Jedenfalls nahmen wir eine Bahn um 11 Uhr vom Hotel am Flughafen in die Stadt. Das dauert mit einem ausserordentlich schnellen Zug ganze 40 Minuten. Der Flughafen befindet sich besonders weit vom Stadtzentrum entfernt. In der Innenstadt irrten wir zuerst etwas planlos herum, fanden dann ein sehr nettes, tüdeliges Kaffee, in dem wir frühstückten. Danach gingen wir zur neuen Oper am Hafen. Wir hatten nicht viel Zeit, wir sollten um 14 Uhr wieder am Flughafen sein, deswegen verzichteten wir auf einen Stadtbummel und besuchten dafür dieses Operngelände.
Ein beeindruckender Stadtraum, der aus begehbaren, vielfachen und weitverzweigten Schrägen besteht. In dieser Landschaft von Schrägen ragt ein rechteckiger Betonkörper hervor, in dem sich der Opernsaal versenkt befindet.

Wir schiessen viele Fotos davon, aber die Wirkung des Raumes kommt daraus nicht hervor.

Es misst in Oslo 15 Grad. Leider habe ich meinen Pullover nicht im Handgepäck dabei und laufe daher mit dem T-Shirt und kurzen Hosen herum. Ich friere allerdings nicht. Etwas Angst habe ich nur vor der Ankunft auf Spitzbergen. Am Flughafen in Longyearbyen steigt man nämlich aus dem Flieger aus und läuft etwa 100 Meter durch offenes Gelände bis zum Flughafengebäude. Es soll minus vier Grad messen. Der arktische Windchill am Eisfjord senkt die Temperatur allerdings noch um einiges. Meine Frau und ich überlegen lange, ob es sich auszahlt, eine zusätzliche Jacke zu kaufen. Ich finde eine gesteppte Jacke, die ich üblicherweise bei Temperaturen zwischen 0 und 10 Grad verwenden würde. Für den täglichen Gebrauch in der Arktis ist sie wahrscheinlich zu dünn, in Berlin würde ich sie aber gut als Übergangsjacke einsetzen können.
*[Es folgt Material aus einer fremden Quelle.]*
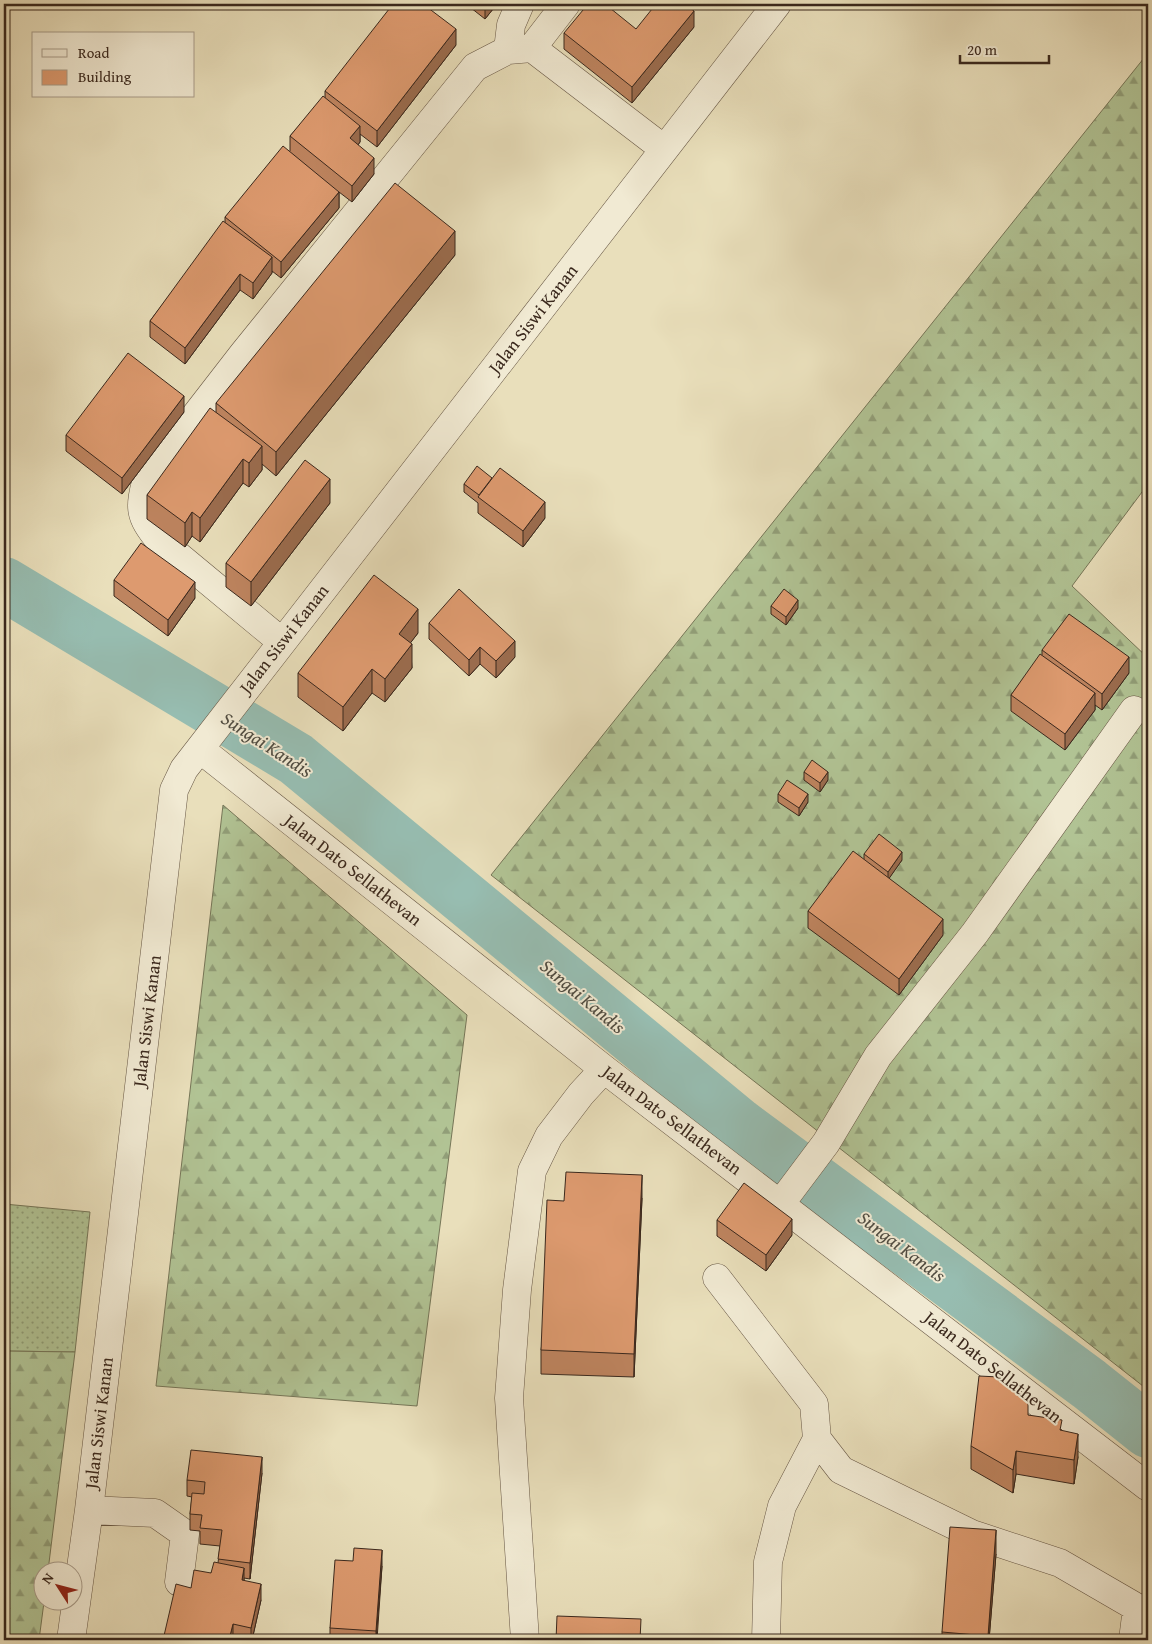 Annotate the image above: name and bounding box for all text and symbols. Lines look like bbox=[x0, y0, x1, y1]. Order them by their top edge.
legend bbox=[32, 32, 195, 98]
scale bar bbox=[960, 32, 1048, 64]
text: 20 m bbox=[967, 39, 998, 60]
text: Road bbox=[78, 42, 109, 63]
text: Building bbox=[78, 66, 132, 87]
street label: Jalan Siswi Kanan bbox=[480, 258, 584, 381]
street label: Jalan Siswi Kanan bbox=[231, 578, 335, 701]
water label: Sungai Kandis bbox=[216, 704, 318, 784]
street label: Jalan Dato Sellathevan bbox=[277, 806, 428, 932]
water label: Sungai Kandis bbox=[534, 952, 632, 1040]
street label: Jalan Siswi Kanan bbox=[125, 954, 168, 1090]
street label: Jalan Dato Sellathevan bbox=[595, 1057, 748, 1181]
water label: Sungai Kandis bbox=[852, 1204, 952, 1288]
street label: Jalan Dato Sellathevan bbox=[917, 1303, 1068, 1429]
street label: Jalan Siswi Kanan bbox=[77, 1356, 120, 1492]
north arrow bbox=[32, 1562, 82, 1612]
text: N bbox=[37, 1568, 59, 1588] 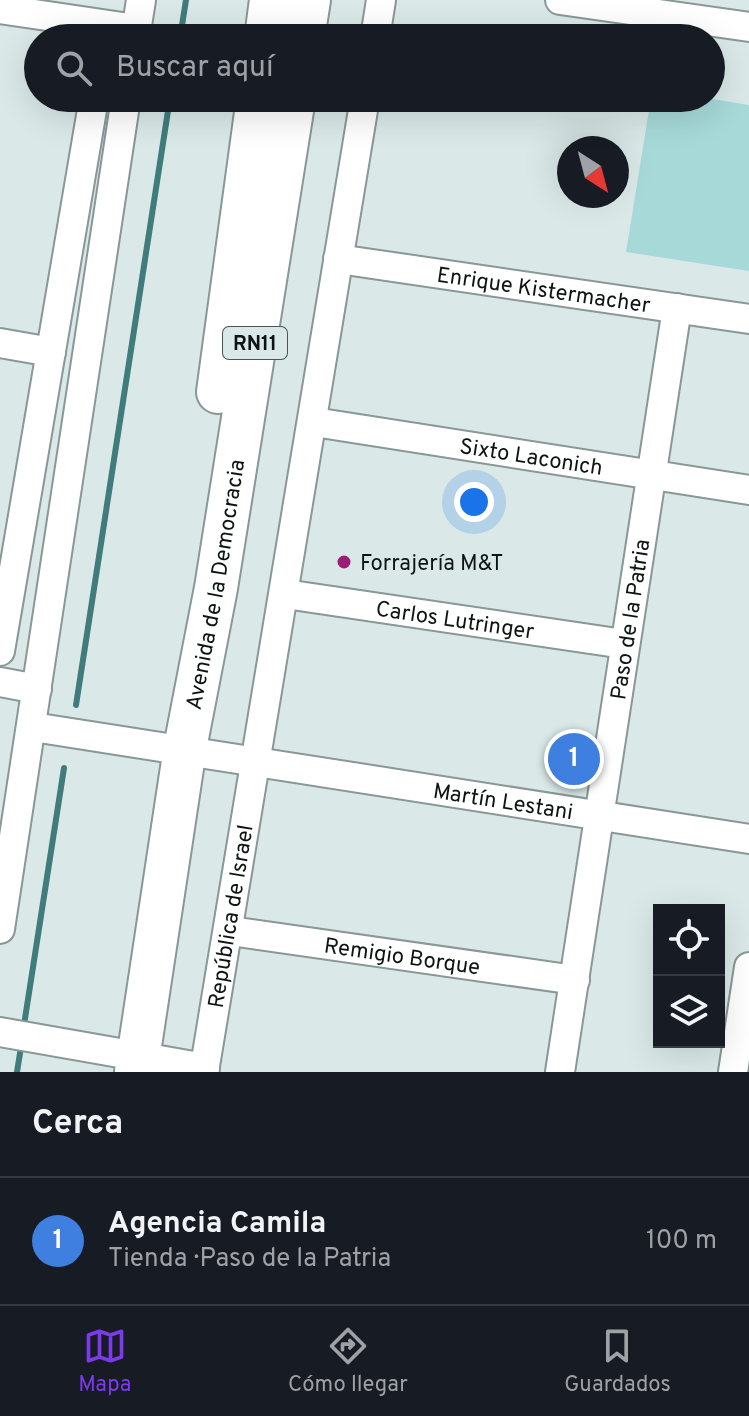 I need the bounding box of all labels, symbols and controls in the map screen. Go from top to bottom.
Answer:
search box [24,24,725,112]
icon: search [52,46,96,90]
text: Buscar aquí [116,50,274,87]
north arrow [557,136,629,208]
street label: Enrique Kistermacher [435,263,652,320]
road number: RN11 [223,327,287,359]
street label: Sixto Laconich [458,434,604,483]
street label: Avenida de la Democracia [182,458,252,712]
your location [454,482,494,522]
street label: Paso de la Patria [606,537,657,702]
place label: Forrajería M&T [360,551,503,578]
marker: Forrajería M&T [335,553,353,571]
street label: Carlos Lutringer [374,597,536,647]
pin: 1 [548,729,600,789]
street label: Martín Lestani [431,779,575,827]
street label: República de Israel [204,823,261,1010]
map controls [653,904,725,1048]
button: locate [653,904,725,976]
street label: Remigio Borque [322,934,482,982]
button: layers [653,976,725,1048]
text: Cerca [32,1103,123,1146]
text: Agencia Camila [108,1206,326,1243]
text: 1 [53,1225,63,1258]
text: 100 m [646,1225,717,1258]
text: Tienda · Paso de la Patria [108,1243,391,1276]
tab: Mapa [78,1324,131,1399]
tab: Cómo llegar [288,1324,408,1399]
tab: Guardados [564,1324,671,1399]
Sie ist preislich reduziert, ausserdem gibt es auf die Jacke einen Steuerrefund, also kaufe ich eine Jacke, die eigentlich 160€ kostete, für nur 85€. Das hat sich doch sicherlich ausgezahlt.

Dann boarden wir für Longyearbyen. Wir laufen bis ans Ende dieses langen Ganges. Die Menschen und Läden werden immer weniger. Da Spitzbergen eine Sonderzone ist, müssen wir nochmals durch eine spezielle Passkontrolle, danach sitzen wir in einem Gate mit einigen anderen Reisenden, zu denen ich mich auf eine seltsame Art in einer Schicksalsgemeinschaft verbunden fühle.
Das interpretiere ich natürlich über, aber wir fliegen mit dieser Gruppe Menschen ans Ende der Welt. Alle fliegen dort freiwillig hin oder besser gesagt: Vermutlich machen es alle aus Überzeugung.
Ich glaube sofort die Bewohnerinnen zu erkennen. Einmal eine junge Frau in ledernen Minirock und eine andere Frau, Typ Outdoorpunk, sie ist riesig gross und blond, sie liest gelangweilt ein Buch. Irgendwo dazwischen sitze ich. Ganz offensichtlich bin ich kein Bewohner, weil ich so aufgeregt bin wie ein Käsebrötchen.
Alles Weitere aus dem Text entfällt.